Restructuring an Evangelical Ethic of Responsibility: Bonhoeffer and the Philippine War on Drugs

This paper draws from the ethical insights of Dietrich Bonhoeffer in order to present a restructured evangelical ethic of responsibility, especially but not exclusively for Filipino evangelical Christians Such restructuring is important in light of the ethic of responsibility promoted by the “War on Drugs” led by former Philippine President Rodrigo R. Duterte, which a majority of the Filipino people, including most of the evangelical churches, did not oppose. This drug war ethic holds that one should care and be responsible only for members of society who are good and decent, that we are not to offer the same kind of concern and regard to drug addicts who, according to President Duterte himself, are like animals. It is, in effect, an ethic of selective responsibility that is built on dehumanizing people involved in illegal drugs.

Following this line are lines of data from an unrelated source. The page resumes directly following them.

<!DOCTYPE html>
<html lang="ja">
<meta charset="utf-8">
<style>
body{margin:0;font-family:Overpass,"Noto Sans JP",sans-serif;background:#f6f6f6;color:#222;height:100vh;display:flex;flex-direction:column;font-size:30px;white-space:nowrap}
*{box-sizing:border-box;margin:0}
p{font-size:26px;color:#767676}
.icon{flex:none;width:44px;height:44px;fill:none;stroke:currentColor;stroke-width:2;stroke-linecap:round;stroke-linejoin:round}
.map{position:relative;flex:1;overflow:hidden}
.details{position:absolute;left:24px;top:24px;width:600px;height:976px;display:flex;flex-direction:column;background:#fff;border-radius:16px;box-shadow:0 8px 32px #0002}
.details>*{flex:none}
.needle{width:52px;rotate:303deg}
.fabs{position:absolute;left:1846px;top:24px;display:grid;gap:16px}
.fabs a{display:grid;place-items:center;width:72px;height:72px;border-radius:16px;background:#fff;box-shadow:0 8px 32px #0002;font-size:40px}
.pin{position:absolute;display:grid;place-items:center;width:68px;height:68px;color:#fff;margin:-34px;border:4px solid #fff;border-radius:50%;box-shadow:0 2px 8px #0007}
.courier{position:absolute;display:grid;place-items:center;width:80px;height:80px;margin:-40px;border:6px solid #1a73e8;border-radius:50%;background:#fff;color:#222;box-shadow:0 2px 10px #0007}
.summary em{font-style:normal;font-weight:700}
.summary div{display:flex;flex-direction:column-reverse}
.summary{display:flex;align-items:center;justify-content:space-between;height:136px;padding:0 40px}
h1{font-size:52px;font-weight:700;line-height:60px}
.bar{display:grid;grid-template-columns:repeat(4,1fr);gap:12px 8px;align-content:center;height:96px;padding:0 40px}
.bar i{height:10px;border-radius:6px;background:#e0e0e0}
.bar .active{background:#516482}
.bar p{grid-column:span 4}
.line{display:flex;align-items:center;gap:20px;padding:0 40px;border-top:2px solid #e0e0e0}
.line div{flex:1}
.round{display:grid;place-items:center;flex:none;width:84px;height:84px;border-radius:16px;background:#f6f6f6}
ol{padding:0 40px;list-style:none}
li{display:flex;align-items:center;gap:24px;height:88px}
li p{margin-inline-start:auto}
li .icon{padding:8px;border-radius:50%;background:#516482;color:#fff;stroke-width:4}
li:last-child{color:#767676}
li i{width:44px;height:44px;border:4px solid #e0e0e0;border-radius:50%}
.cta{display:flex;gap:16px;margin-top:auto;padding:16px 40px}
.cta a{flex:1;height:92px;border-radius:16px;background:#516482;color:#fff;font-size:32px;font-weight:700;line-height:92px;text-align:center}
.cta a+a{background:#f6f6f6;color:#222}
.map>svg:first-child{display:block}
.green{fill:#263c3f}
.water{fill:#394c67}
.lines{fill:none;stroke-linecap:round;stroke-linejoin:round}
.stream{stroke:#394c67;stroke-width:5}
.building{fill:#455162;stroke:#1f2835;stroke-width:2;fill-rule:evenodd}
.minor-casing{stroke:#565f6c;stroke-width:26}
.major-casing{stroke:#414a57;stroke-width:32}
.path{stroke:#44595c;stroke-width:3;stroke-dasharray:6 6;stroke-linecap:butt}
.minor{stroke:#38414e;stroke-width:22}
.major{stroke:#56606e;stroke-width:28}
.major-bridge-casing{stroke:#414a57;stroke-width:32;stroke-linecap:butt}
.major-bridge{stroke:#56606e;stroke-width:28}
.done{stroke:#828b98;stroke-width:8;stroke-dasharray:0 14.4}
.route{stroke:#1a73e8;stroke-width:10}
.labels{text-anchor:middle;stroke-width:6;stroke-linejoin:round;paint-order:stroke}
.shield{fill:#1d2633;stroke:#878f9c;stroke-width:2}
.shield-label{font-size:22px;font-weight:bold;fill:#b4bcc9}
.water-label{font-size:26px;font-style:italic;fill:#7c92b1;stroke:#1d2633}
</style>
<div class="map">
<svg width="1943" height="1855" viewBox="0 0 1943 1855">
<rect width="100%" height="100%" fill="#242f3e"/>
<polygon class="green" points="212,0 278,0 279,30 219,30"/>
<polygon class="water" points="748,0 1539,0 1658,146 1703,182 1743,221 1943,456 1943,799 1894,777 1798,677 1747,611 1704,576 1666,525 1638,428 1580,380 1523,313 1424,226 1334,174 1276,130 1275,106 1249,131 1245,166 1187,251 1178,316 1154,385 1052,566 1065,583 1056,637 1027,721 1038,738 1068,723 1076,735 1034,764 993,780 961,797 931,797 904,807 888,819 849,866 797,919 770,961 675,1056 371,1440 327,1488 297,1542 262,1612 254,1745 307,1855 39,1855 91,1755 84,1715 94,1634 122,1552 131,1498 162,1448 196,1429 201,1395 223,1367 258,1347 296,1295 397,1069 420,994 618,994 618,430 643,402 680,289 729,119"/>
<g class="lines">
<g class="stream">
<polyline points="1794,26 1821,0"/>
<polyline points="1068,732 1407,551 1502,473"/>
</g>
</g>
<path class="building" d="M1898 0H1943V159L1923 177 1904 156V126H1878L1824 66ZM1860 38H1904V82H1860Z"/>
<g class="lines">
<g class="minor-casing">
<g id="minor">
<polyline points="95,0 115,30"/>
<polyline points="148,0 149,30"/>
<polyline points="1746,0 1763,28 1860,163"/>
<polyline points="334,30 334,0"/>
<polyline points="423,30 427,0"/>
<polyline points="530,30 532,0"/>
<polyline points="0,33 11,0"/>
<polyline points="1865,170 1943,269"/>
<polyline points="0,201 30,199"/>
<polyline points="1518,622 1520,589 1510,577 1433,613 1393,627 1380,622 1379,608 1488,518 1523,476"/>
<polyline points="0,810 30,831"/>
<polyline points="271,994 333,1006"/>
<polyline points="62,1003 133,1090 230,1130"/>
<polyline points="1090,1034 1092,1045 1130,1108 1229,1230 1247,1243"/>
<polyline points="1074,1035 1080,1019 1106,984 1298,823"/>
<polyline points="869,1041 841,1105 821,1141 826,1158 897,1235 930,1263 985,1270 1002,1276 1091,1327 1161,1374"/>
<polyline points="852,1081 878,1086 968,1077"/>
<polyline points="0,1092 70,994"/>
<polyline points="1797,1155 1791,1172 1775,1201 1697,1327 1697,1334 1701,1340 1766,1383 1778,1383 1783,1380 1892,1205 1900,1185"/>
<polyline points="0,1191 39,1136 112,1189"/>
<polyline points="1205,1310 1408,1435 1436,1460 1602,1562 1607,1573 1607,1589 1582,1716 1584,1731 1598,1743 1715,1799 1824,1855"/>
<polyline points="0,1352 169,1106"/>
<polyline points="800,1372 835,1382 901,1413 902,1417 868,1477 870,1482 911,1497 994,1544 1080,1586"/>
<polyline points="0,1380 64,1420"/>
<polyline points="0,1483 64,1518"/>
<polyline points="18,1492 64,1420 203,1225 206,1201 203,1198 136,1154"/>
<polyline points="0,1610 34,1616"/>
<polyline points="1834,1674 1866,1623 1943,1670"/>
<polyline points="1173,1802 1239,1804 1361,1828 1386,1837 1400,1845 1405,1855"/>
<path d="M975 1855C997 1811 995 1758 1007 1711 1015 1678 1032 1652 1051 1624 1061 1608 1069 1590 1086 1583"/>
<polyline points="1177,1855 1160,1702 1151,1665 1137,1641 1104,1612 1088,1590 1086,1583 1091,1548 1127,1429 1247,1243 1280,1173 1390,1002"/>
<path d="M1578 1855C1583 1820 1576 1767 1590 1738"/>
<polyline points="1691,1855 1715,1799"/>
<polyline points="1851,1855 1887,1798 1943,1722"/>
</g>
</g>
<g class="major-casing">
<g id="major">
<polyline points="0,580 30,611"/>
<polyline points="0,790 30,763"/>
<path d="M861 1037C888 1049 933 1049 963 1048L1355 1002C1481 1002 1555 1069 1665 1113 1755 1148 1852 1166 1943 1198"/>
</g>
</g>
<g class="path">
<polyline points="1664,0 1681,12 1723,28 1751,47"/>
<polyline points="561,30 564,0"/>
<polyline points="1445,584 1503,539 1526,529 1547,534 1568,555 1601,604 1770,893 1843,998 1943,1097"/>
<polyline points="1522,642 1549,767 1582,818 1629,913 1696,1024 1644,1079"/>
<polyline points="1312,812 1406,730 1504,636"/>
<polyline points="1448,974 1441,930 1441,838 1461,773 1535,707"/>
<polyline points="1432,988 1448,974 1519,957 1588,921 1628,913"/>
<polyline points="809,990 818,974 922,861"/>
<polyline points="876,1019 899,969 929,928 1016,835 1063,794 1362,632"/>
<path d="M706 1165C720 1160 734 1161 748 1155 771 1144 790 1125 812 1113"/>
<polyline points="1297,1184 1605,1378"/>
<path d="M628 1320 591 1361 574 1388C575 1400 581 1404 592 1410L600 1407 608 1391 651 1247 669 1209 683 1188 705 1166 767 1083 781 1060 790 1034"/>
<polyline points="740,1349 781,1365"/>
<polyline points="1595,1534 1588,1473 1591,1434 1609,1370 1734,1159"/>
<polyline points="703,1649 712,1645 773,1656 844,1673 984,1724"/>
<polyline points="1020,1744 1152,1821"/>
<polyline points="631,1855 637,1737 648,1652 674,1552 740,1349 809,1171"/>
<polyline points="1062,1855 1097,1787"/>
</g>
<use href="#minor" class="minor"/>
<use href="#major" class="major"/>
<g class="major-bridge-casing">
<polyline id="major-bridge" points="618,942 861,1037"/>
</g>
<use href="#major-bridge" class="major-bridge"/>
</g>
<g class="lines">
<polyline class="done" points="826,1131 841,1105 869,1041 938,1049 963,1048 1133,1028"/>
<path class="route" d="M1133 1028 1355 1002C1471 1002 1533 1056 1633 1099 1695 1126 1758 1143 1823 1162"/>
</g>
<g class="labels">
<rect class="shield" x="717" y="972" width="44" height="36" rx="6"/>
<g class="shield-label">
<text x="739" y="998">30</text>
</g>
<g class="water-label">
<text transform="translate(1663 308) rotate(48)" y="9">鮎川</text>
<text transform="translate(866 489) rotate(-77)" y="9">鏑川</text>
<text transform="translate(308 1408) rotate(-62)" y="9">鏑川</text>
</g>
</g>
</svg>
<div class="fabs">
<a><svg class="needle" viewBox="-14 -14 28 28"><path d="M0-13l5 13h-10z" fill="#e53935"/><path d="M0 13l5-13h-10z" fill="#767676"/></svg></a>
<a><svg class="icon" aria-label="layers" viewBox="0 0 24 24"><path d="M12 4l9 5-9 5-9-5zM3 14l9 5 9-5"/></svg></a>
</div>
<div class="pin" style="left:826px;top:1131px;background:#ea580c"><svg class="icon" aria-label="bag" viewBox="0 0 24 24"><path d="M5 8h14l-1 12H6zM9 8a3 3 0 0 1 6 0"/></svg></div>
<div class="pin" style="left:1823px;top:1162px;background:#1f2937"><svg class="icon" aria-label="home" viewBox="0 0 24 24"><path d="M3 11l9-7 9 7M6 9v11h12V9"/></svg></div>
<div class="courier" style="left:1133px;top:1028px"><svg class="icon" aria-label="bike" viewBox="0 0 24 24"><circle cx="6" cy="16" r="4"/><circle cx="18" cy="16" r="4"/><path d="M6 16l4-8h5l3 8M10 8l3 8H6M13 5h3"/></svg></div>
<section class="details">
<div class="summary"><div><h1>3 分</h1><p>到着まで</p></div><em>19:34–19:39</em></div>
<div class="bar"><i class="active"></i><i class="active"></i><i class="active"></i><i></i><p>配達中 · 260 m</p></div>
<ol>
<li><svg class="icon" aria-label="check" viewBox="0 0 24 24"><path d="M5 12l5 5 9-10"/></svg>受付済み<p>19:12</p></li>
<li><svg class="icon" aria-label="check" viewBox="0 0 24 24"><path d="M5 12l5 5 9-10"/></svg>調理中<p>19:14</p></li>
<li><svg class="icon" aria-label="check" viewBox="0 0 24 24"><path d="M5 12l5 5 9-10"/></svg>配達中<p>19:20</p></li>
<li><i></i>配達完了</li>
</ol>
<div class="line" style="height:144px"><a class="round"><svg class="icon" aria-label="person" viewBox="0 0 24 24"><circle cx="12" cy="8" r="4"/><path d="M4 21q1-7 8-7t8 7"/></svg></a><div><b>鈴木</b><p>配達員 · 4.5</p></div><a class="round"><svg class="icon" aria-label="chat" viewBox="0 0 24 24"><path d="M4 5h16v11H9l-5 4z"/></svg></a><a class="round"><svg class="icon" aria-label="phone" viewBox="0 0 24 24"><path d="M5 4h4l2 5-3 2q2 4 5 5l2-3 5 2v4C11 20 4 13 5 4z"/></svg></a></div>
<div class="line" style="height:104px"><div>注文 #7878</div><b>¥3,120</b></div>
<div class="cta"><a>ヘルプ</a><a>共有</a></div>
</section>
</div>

Given that the drug war and the ethic it espouses were met with meager opposition, in just three years (from 2016-2019) according to the International Criminal Court, an estimated 12,000 to 30,000 civilians were killed with thousands perishing brutally through extra-judicial killings. Based on a 2019 survey, the Filipino people gave Duterte’s anti-drug campaign an excellent rating. Today, with Duterte no longer in power, still, there doesn’t seem to be any signs of deep regret or sorrow among the Filipino people, even among the evangelical churches, for the killings. Have evangelical Christians accepted the drug war’s moral vision of responsibility? If so, what led them to do so? One underlying reason is that many evangelical Christians in the Philippines hold to a dichotomized view of reality that sees the church as addressing only spiritual matters.

This writer rejects such notions and believes that the drug war’s concept of responsibility is utterly misguided and must be displaced thoroughly if another similar catastrophe will be avoided. This paper therefore seeks to counter it by presenting an ethic of responsibility that shapes and urges Christians to care for and be concerned even with those deemed to be “nonhumans” and are outside the walls of the church. For this purpose, Bonhoeffer’s Christocentric ethical insights are valuable. As someone who witnessed the failure of the church in Germany to resist Nazism’s inhumanity, and who incisively addressed this along with some of the most problematic ethical questions of our time in his works such as Ethics and Letters and Papers from Prison, Bonhoeffer can surely guide us toward the needed ethical reconstruction. Central to this reconstruction is Bonhoeffer’s concept of responsibility which recognizes that all reality is united or grounded in Christ, who is essentially “for others.” It is on this notion of being “for others” in deputyship (Stellvertretung) that this paper directs its efforts toward reconstructing an evangelical ethic of responsibility.